The DPC received a complaint via the One-Stop-Shop (OSS) mechanism related to a “right to be forgotten” delisting request made to a large multinational technology company (Data Controller) pursuant to Article 17 GDPR. 

The individual contacted the Data Controller requesting the delisting of several URLs. The content of these URLs described events that transpired at the school of which the individual was the principal. The individual explained that they are not a public figure and were no longer the principal of the school in question. The individual asserted that many of the ‘facts’ cited in the article were incorrect. The article also referred to certain special category data related to the individual, which the individual asserted was also incorrect. The individual stated that they did not receive a response from the Data Controller and submitted a complaint.

Upon receipt of the complaint, the DPC commenced an examination of the complaint with the Data Controller pursuant to section 109 of the Data Protection Act. In response to the DPC’s examination, the Data Controller explained that, following an extensive investigation, it could find no record of the delisting request from the individual.
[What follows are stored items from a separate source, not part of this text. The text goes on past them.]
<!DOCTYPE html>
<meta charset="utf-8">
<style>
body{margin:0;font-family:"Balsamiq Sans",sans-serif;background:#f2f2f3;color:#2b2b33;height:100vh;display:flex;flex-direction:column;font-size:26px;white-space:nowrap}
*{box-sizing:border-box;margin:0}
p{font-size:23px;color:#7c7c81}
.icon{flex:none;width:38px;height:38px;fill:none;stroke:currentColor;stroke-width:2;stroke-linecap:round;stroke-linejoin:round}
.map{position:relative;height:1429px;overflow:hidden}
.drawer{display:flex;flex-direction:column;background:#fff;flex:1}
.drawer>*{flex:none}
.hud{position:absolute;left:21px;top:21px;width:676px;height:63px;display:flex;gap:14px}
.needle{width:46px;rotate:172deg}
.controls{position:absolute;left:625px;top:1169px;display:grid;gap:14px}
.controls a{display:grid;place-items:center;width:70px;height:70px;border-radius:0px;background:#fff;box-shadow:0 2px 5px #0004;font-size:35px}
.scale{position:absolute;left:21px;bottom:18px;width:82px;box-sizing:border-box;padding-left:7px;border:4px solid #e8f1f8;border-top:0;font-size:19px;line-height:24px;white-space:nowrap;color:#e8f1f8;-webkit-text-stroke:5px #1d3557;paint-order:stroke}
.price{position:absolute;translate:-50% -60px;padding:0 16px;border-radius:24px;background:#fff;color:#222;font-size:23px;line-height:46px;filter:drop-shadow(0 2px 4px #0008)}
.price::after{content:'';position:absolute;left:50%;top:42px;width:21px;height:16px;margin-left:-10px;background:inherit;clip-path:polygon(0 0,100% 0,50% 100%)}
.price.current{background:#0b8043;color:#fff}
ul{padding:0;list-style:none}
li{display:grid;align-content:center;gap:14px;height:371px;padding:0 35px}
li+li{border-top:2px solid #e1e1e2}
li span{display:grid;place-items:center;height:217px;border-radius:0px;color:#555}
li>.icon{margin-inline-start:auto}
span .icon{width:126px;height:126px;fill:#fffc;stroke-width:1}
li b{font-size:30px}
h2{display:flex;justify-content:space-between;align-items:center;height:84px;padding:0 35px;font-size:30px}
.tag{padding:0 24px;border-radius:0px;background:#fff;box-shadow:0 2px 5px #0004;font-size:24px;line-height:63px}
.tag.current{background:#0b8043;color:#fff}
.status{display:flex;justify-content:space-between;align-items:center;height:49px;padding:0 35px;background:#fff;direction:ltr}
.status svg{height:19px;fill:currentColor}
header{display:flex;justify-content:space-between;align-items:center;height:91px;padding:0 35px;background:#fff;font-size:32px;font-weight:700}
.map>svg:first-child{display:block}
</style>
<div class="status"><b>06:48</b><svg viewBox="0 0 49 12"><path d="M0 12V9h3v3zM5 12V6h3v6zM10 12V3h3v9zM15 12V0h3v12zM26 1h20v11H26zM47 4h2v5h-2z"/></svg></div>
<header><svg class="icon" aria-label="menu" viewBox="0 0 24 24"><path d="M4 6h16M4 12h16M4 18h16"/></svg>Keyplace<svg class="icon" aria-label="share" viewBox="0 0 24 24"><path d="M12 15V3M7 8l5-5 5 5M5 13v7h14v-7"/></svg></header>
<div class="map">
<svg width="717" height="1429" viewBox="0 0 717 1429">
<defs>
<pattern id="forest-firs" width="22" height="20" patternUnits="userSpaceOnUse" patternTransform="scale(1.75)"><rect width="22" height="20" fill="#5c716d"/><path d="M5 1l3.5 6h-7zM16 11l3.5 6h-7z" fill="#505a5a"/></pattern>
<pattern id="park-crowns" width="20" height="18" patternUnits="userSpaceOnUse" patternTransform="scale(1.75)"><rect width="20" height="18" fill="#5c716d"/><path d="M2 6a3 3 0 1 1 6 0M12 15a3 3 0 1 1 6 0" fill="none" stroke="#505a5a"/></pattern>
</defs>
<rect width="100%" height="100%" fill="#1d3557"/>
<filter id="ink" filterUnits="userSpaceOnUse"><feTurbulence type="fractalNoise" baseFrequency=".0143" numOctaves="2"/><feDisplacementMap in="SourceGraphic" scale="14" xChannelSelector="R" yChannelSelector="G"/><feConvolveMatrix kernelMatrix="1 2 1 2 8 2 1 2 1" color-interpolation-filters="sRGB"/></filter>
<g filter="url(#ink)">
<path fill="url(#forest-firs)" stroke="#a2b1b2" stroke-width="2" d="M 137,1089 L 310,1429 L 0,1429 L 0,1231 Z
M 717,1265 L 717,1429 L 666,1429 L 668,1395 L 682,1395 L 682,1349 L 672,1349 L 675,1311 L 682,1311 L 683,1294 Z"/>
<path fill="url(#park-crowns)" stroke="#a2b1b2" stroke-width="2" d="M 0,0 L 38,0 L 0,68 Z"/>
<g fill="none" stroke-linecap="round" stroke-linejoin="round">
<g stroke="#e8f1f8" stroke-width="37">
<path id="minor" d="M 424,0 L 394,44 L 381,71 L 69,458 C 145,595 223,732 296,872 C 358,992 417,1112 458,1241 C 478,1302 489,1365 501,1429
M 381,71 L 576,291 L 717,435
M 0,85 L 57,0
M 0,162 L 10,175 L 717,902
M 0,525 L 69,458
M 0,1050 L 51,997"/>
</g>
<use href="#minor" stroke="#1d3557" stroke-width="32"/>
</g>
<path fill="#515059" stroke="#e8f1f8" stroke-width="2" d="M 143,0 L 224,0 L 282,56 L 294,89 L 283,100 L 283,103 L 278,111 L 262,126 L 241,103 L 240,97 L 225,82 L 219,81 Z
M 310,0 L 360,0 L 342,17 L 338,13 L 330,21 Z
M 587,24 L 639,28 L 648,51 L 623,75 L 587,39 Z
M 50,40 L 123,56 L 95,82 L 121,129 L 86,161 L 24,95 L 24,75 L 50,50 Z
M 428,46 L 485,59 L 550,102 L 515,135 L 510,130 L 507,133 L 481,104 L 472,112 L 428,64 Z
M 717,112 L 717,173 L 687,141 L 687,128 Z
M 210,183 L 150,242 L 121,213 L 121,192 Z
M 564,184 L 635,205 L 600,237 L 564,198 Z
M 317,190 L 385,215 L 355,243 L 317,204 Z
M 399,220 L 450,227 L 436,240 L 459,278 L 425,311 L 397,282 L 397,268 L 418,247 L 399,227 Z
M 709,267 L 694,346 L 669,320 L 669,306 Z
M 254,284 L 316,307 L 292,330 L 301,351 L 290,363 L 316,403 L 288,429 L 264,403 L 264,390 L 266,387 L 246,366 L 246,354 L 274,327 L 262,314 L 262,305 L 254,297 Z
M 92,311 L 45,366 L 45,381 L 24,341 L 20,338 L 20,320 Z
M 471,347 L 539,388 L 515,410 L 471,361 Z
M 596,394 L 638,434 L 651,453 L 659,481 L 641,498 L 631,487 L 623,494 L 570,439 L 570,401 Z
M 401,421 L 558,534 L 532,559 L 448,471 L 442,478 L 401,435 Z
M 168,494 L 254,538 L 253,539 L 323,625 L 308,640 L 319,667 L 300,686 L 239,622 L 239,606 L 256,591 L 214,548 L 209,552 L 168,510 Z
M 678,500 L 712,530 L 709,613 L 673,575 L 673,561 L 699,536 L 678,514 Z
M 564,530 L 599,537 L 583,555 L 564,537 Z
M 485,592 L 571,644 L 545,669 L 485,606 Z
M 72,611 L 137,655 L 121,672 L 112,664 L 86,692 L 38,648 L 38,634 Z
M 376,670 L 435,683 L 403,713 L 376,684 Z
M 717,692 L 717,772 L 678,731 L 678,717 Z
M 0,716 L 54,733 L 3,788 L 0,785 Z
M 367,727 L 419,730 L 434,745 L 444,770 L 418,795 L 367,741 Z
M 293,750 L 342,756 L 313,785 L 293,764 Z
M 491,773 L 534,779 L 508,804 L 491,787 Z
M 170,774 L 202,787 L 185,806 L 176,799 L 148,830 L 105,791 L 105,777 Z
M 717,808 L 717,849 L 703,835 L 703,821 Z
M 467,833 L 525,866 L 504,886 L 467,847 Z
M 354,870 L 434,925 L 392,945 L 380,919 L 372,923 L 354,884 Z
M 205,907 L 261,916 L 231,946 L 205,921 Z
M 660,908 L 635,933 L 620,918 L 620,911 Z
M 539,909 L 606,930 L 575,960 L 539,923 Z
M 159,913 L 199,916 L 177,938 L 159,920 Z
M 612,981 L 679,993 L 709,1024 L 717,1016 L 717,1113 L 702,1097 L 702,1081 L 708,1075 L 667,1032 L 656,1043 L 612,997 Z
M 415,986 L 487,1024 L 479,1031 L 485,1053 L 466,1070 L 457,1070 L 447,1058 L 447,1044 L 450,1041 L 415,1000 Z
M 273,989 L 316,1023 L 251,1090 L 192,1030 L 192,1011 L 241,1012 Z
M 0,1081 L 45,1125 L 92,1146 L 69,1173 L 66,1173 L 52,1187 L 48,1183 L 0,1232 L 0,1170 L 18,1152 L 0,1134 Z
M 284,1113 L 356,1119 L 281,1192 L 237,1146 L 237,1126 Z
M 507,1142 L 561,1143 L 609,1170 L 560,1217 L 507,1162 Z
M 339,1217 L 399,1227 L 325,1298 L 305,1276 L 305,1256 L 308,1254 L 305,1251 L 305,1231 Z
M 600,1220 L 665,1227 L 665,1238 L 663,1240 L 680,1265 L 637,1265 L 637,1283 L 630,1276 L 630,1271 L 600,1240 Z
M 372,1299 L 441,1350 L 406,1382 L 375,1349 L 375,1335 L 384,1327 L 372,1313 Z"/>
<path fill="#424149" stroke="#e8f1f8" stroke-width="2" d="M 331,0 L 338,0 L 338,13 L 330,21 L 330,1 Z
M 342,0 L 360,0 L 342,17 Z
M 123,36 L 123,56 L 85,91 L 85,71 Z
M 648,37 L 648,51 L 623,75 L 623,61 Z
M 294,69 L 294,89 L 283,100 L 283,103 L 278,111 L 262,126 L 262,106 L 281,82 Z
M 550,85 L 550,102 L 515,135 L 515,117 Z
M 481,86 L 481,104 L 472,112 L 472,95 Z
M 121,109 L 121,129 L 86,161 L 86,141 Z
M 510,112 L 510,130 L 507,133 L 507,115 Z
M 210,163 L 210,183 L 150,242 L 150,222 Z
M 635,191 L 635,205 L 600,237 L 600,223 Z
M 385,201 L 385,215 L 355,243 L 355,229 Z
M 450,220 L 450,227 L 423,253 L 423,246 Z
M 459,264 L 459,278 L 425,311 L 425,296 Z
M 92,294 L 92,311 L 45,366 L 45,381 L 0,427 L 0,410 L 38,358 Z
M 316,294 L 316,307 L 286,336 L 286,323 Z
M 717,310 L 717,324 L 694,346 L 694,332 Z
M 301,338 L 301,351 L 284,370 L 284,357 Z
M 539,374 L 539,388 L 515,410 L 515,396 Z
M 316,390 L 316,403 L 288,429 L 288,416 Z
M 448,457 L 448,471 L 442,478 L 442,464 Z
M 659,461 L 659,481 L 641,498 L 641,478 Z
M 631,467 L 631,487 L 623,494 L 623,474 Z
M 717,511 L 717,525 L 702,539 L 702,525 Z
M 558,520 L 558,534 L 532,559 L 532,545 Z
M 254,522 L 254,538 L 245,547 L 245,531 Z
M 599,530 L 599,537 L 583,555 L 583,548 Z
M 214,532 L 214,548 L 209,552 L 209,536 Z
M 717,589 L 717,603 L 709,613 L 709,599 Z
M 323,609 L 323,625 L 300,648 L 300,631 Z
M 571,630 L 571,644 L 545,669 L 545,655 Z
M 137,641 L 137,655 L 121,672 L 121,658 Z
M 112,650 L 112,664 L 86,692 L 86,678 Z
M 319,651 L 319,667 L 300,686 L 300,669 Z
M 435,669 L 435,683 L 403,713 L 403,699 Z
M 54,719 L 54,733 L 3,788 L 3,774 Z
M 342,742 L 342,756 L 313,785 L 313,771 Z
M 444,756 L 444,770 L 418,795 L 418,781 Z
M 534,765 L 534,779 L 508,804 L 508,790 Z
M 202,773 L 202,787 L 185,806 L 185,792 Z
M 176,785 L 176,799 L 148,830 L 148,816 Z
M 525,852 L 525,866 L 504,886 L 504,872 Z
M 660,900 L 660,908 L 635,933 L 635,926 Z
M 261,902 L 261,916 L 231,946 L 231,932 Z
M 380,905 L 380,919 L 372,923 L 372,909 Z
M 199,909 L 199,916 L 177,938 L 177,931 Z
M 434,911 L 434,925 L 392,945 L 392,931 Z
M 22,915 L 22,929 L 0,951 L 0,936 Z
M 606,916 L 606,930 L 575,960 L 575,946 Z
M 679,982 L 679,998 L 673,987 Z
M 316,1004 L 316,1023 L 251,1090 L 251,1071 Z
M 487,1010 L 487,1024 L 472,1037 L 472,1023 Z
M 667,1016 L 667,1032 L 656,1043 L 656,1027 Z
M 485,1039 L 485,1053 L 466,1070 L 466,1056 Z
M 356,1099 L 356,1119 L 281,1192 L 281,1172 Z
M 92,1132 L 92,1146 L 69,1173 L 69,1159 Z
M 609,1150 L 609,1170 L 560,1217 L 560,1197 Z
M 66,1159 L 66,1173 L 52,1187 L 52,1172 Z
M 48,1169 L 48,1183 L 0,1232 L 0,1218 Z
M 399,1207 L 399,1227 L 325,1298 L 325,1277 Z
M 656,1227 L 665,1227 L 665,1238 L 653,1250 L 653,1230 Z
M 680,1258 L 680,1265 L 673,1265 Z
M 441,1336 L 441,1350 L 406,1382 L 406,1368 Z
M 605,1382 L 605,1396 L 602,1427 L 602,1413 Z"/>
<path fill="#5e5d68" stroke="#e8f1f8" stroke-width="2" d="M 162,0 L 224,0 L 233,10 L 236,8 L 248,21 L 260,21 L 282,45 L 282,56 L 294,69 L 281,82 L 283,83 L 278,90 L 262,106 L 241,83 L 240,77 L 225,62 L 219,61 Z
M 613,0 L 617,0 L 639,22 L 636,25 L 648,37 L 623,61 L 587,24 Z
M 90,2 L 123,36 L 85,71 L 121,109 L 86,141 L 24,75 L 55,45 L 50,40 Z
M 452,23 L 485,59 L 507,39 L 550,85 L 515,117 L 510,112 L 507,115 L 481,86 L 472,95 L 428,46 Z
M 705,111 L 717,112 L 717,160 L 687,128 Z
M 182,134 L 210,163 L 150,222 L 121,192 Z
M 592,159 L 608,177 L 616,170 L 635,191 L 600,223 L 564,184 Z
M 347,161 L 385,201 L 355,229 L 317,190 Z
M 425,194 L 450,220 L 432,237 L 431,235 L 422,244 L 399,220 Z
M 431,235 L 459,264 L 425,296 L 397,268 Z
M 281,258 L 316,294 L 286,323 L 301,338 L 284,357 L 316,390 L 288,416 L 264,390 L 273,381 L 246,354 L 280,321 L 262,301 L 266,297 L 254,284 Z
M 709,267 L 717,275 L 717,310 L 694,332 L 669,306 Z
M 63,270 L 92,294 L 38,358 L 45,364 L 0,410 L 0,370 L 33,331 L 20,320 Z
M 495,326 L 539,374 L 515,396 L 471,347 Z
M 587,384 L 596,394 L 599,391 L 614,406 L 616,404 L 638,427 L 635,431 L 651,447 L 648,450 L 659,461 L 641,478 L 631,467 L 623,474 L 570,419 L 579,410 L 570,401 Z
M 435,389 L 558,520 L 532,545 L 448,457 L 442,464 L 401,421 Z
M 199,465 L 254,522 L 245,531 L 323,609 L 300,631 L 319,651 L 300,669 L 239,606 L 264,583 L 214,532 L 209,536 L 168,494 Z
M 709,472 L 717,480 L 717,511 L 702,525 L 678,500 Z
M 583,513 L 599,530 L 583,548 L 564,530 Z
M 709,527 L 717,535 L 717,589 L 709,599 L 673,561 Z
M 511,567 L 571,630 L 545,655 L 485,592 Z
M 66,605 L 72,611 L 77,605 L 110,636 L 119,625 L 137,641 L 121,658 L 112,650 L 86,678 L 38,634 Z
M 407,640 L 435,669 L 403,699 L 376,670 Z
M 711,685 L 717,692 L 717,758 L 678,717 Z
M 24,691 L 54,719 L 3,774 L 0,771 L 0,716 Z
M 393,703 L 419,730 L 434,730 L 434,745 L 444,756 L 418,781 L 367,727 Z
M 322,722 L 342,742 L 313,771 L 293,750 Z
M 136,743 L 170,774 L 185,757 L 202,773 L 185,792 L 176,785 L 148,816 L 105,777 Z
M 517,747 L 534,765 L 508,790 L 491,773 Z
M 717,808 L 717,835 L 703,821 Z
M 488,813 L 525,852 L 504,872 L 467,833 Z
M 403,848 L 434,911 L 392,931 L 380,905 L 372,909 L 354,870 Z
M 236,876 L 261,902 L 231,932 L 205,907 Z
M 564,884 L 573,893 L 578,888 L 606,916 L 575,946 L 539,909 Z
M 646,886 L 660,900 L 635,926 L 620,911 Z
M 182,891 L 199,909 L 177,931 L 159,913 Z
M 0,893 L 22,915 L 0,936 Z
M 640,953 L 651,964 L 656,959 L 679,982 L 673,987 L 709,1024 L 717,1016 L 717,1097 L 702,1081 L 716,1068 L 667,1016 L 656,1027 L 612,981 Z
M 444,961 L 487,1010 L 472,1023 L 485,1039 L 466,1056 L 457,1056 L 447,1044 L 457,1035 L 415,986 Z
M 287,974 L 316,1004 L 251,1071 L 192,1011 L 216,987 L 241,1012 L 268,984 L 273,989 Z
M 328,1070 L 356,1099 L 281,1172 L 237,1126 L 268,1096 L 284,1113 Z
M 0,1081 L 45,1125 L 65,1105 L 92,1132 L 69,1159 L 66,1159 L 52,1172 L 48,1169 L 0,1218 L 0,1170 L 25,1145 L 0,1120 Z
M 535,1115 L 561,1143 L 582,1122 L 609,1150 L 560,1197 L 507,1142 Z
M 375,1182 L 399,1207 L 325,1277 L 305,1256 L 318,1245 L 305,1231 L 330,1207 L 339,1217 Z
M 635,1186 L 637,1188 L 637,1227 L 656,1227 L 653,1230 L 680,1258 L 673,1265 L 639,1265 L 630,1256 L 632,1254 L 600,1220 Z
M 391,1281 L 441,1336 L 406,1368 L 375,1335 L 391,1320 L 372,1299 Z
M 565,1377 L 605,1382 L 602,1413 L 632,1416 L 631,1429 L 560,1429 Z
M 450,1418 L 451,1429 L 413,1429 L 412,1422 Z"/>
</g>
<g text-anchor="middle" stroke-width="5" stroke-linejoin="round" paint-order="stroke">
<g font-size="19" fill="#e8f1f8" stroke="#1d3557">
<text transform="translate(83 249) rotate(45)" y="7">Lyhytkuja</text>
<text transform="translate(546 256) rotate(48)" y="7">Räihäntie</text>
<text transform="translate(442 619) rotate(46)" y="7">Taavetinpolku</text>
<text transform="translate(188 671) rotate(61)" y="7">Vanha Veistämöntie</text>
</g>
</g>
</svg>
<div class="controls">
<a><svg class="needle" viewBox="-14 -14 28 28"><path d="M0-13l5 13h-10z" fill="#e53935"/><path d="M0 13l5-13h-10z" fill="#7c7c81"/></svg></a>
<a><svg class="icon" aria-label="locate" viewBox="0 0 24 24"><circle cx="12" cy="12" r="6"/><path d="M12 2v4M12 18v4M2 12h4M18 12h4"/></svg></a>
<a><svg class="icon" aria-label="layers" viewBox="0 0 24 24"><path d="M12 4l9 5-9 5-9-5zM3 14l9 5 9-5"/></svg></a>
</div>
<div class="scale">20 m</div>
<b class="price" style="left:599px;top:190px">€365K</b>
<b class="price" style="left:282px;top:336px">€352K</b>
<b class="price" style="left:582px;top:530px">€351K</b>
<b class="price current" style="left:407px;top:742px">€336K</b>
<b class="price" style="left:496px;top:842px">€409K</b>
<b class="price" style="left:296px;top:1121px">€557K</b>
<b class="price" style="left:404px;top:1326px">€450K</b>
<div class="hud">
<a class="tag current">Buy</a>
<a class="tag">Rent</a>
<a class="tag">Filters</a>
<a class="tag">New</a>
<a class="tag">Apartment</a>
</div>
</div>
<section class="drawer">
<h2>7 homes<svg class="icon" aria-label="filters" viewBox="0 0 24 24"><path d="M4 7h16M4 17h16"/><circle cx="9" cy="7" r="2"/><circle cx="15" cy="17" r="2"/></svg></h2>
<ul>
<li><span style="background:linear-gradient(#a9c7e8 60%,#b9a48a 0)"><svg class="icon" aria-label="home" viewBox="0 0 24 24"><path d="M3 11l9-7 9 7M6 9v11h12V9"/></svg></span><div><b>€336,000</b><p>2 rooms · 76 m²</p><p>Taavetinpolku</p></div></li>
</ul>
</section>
The Data Controller asserted that it did not  refuse the delisting request; rather, it was unaware of the request prior to  the DPC’s intervention. 

On foot of the DPC’s examination, the Data Controller proceeded to carry out a substantive assessment of the individual’s request and determined that, although certain of the complained-of URLs were ineligible for delisting for a number of reasons (e.g. because they did not contain personal data relating to the individual, or because they did not provide a return in the EEA (or UK) versions of its search engine when a search was carried out against the names provided), a number of other URLs were potentially eligible for delisting subject to certain further clarifications being provided by the individual relating to their content.

The Data Controller reached out to the individual directly outlining the results of its assessment and noting that it would need further information to complete its adjudication of the delisting request. The Data Controller continued to engage with the individual in this regard and the individual later wrote to the DPC to confirm that the complained of URLs had now been delisted to their satisfaction and that the matter was resolved.